If you are using Azure Functions with the .NET 7 isolated runtime, you may have seen the following alert in the Azure portal:

Upgrade your app to newer version as .NET 7 Isolated will reach EOL on 5/13/2024 and will no longer be supported.

This post will cover how to upgrade the .NET runtime to version 8 and resolve this issue. The .NET 8 comes with LTS support, which means Microsoft will support it until November 10, 2026.

Project configuration

First, open the project file (csproj) and set the TargetFramework to net8.0.

<TargetFramework>net8.0</TargetFramework>

Next, update the Microsoft.Azure.Functions.Worker and Microsoft.Azure.Functions.Worker.Sdk package references. You should do this for the Microsoft.Azure.Functions.Worker.Extensions packages as well.
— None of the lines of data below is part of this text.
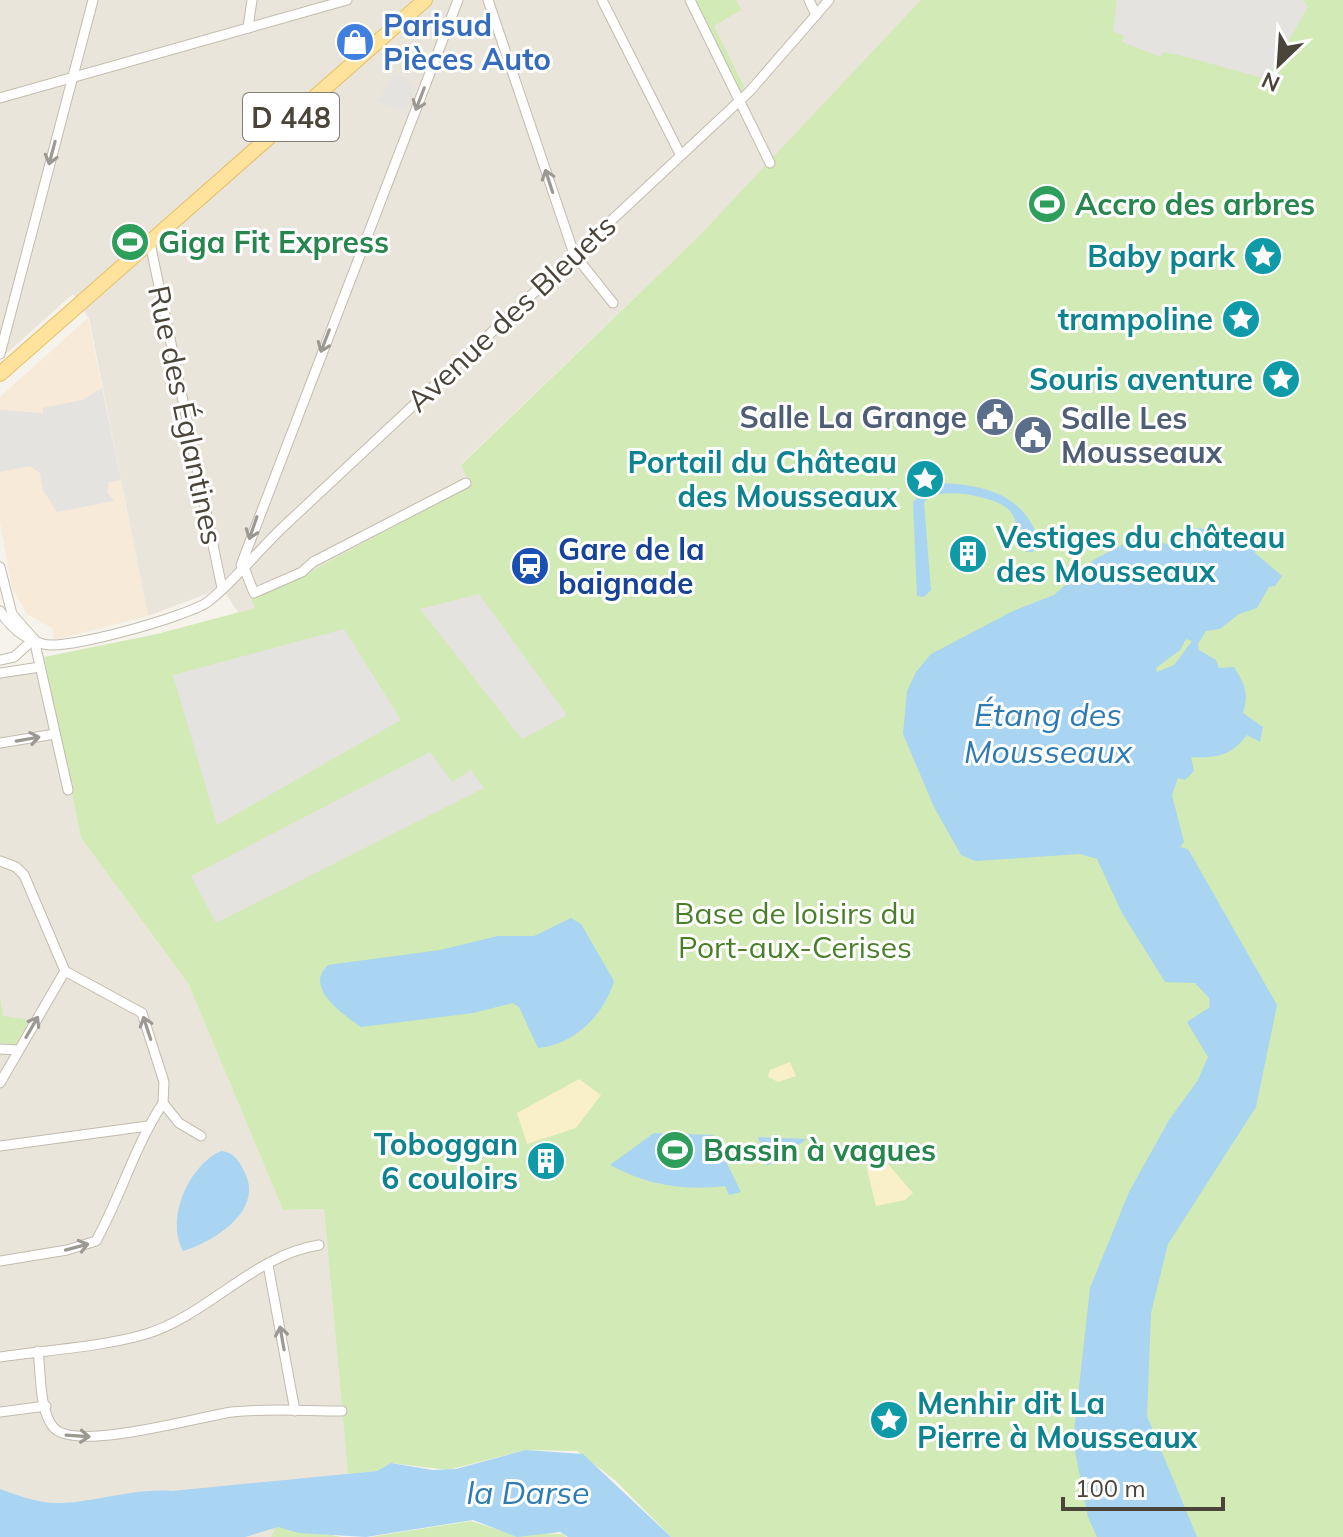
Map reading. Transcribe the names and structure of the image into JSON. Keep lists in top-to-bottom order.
{
  "streets": {
    "main road": ["D 448"],
    "street": ["Avenue des Bleuets", "Rue des Églantines"]
  },
  "crossings": [
    ["D 448", "Rue des Églantines"],
    ["Avenue des Bleuets", "Rue des Églantines"]
  ],
  "water": ["Étang des Mousseaux", "la Darse"],
  "parks": ["Base de loisirs du Port-aux-Cerises"],
  "places": {
    "shop": ["Parisud Pièces Auto"],
    "sports": ["Accro des arbres", "Giga Fit Express", "Bassin à vagues"],
    "place": [
      "Baby park",
      "trampoline",
      "Souris aventure",
      "Portail du Château des Mousseaux",
      "Menhir dit La Pierre à Mousseaux"
    ],
    "public building": ["Salle La Grange", "Salle Les Mousseaux"],
    "building": ["Vestiges du château des Mousseaux", "Toboggan 6 couloirs"],
    "station": ["Gare de la baignade"]
  },
  "scale_bar": "100 m",
  "north": "bottom left"
}
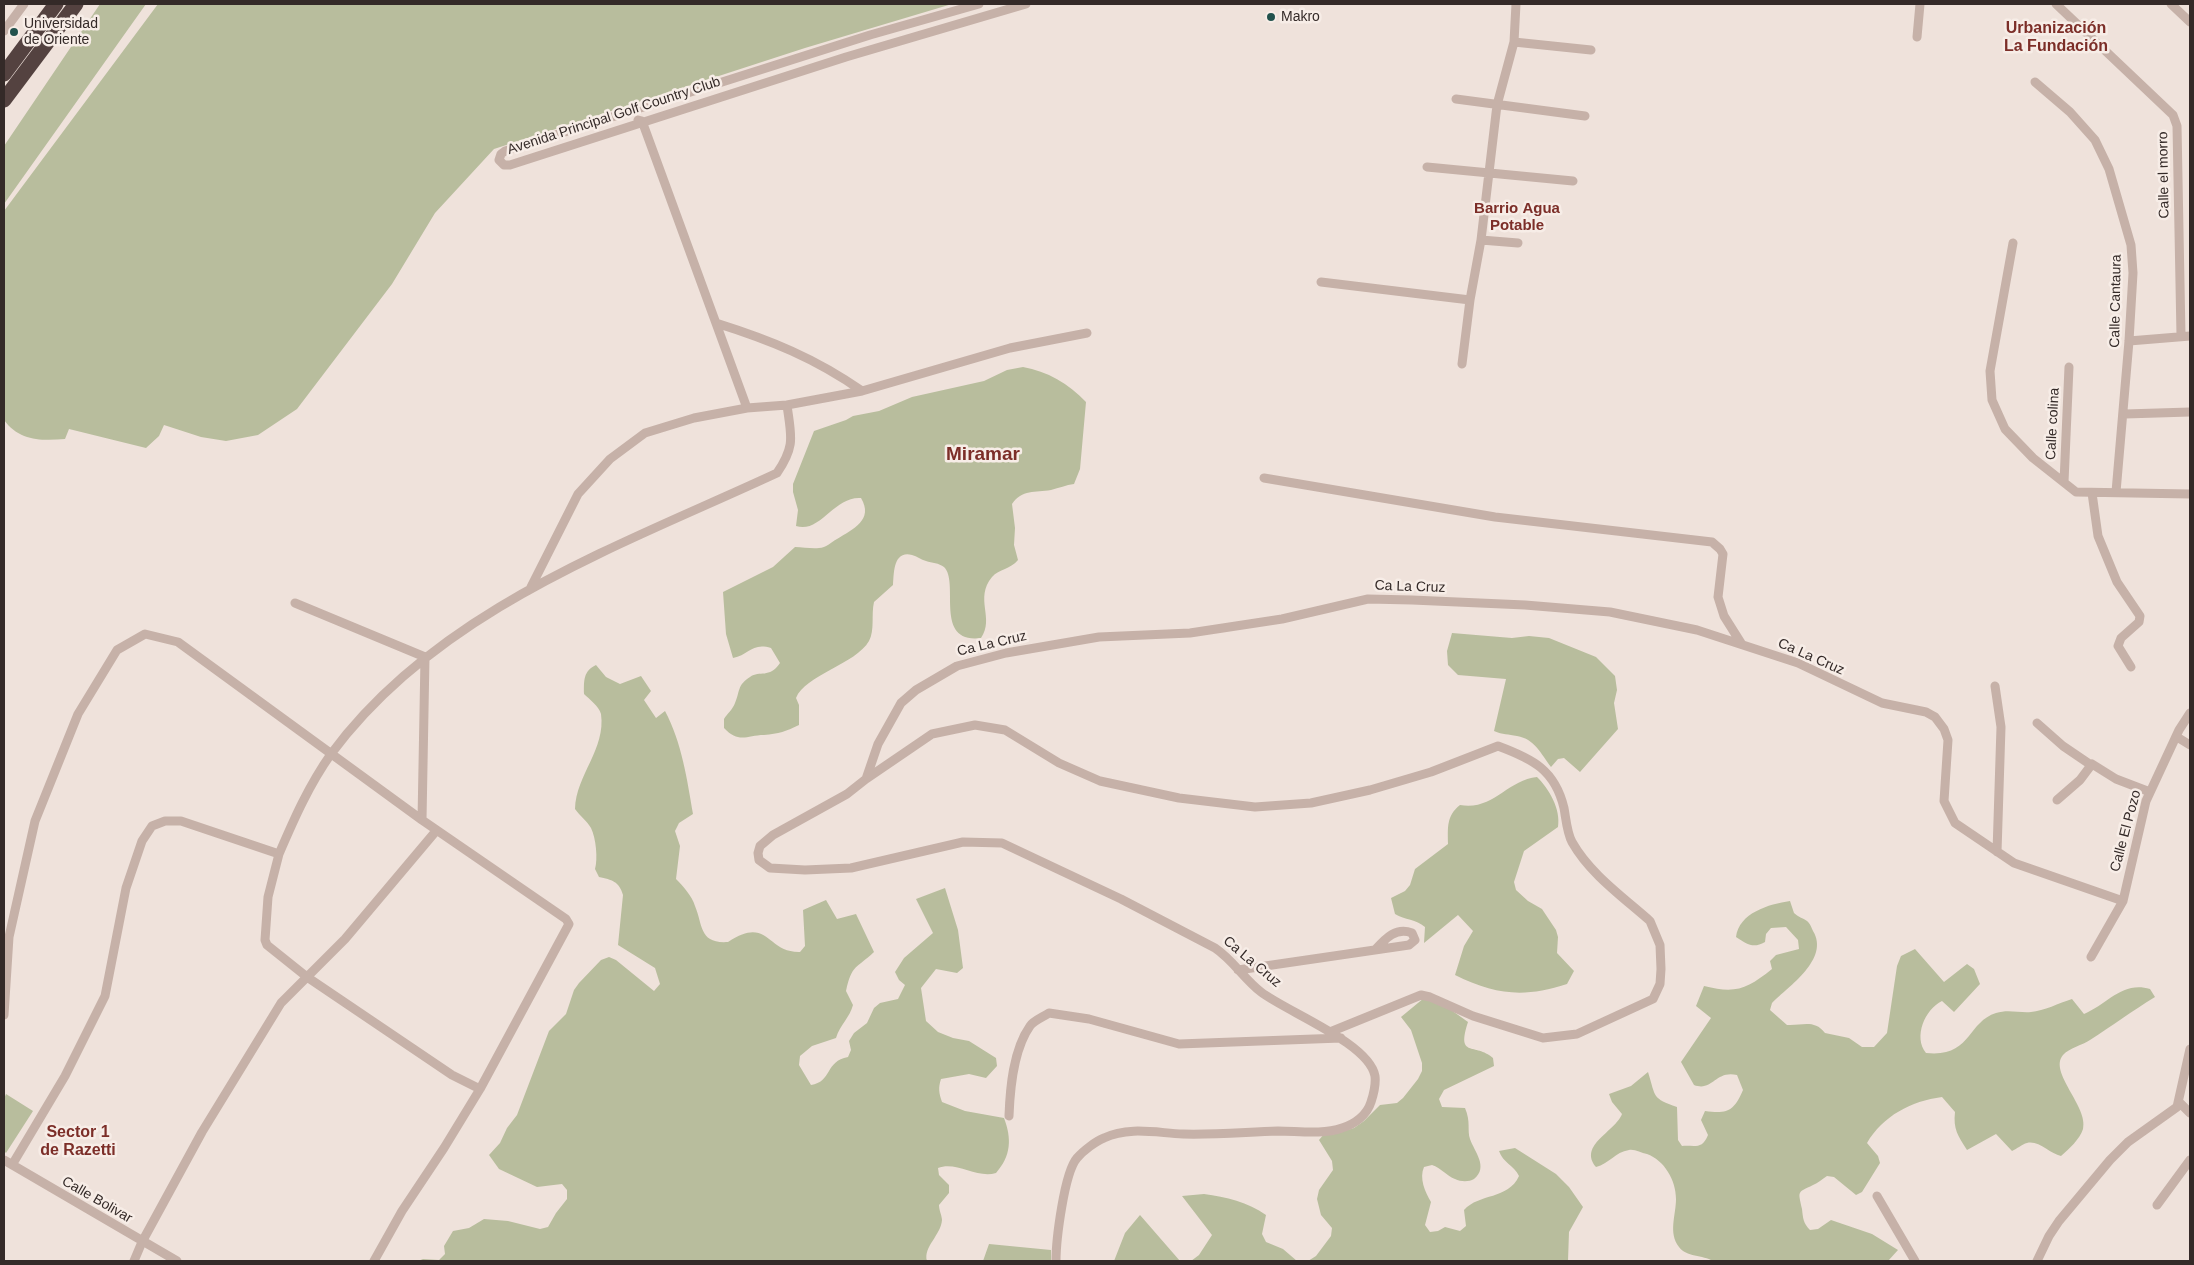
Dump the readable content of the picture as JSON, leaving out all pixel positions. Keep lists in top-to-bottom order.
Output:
{
  "streets": {
    "street": [
      "Avenida Principal Golf Country Club",
      "Calle el morro",
      "Calle Cantaura",
      "Calle colina",
      "Ca La Cruz",
      "Calle El Pozo",
      "Calle Bolivar"
    ]
  },
  "crossings": [
    ["Ca La Cruz", "Calle El Pozo"]
  ],
  "districts": [
    "Urbanización La Fundación",
    "Barrio Agua Potable",
    "Miramar",
    "Sector 1 de Razetti"
  ],
  "places": ["Makro", "Universidad de Oriente"]
}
<PackageReference Include="Microsoft.Azure.Functions.Worker" Version="1.21.0" />
<PackageReference Include="Microsoft.Azure.Functions.Worker.Sdk" Version="1.16.3" />

Visual Studio Code configuration

Open then settings.json file and update the deploySubpath value with the net8.0 path.

{
    "azureFunctions.deploySubpath": "bin/Release/net8.0/publish",
    "azureFunctions.projectLanguage": "C#",
    "azureFunctions.projectRuntime": "~4",
    "debug.internalConsoleOptions": "neverOpen",
    "azureFunctions.preDeployTask": "publish (functions)"
}

In the tasks.json file, search for the task with type equal to func and update the cwd value with the net8.0 path.

{
  "type": "func",
  "dependsOn": "build (functions)",
  "options": {
      "cwd": "${workspaceFolder}/bin/Debug/net8.0"
  },
  "command": "host start",
  "isBackground": true,
  "problemMatcher": "$func-dotnet-watch"
}

And with that, it will be possible to deploy the project using .NET 8. You may need to update other project libraries (entity framework, for example).

Azure Function

Finally, using the azure cli, configure the Azure Function app to use the .NET 8 runtime.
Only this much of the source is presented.